Syrian Refugees in Turkey, Istanbul 2015
- Daniel Rodrigues
- Mar 5, 2015
- 1 min read
Updated: Apr 24
This photo essay documents the daily reality of Syrian refugees living in Istanbul — focusing especially on the lives of children forced to grow up too fast.
Abdulkader Hussein is just 13 years old. He doesn’t go to school. He can’t divide numbers or name a single chapter of Syria’s history. But he knows that Turkish people like spicy mussels with lemon — and that knowledge keeps his family alive. Every evening at 6pm, he walks through the streets of Istanbul with a tray of mussels prepared by his mother. He stays on the corner of Istiklal Avenue until sunrise, selling to tourists, drunks and passersby. With the money he makes, he helps pay the rent.

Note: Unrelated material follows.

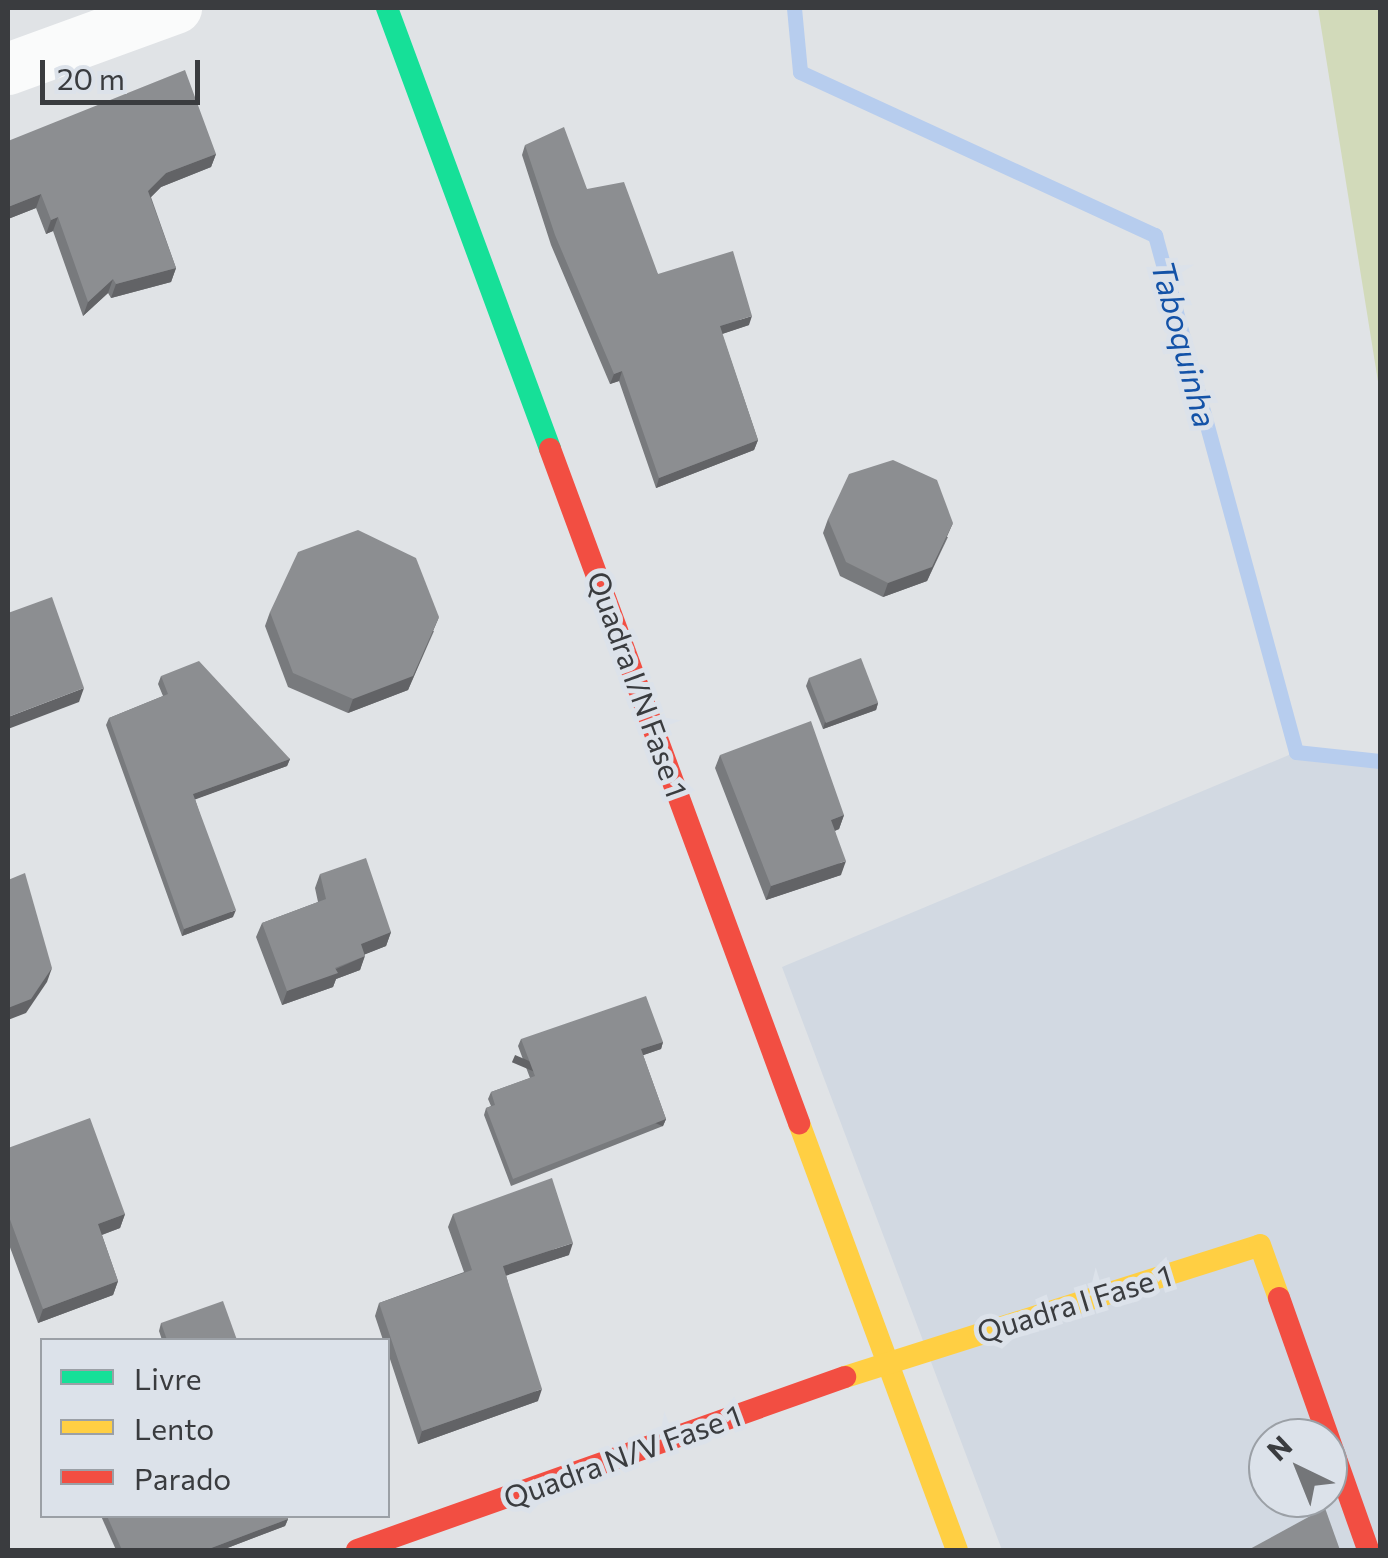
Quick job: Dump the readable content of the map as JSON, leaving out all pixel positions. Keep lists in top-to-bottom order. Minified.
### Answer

He is just one among millions. Over 2 million Syrians now live in Turkey, many in precarious conditions — working in the shadows, raising children in abandoned buildings, and navigating a life of exile where identity, education, and basic rights are often out of reach.
This series is not about numbers — it is about people. It is about childhoods interrupted, families fractured, and the silent resilience of those who, even after losing everything, find ways to survive. These photographs aim to give visibility to lives that often remain invisible.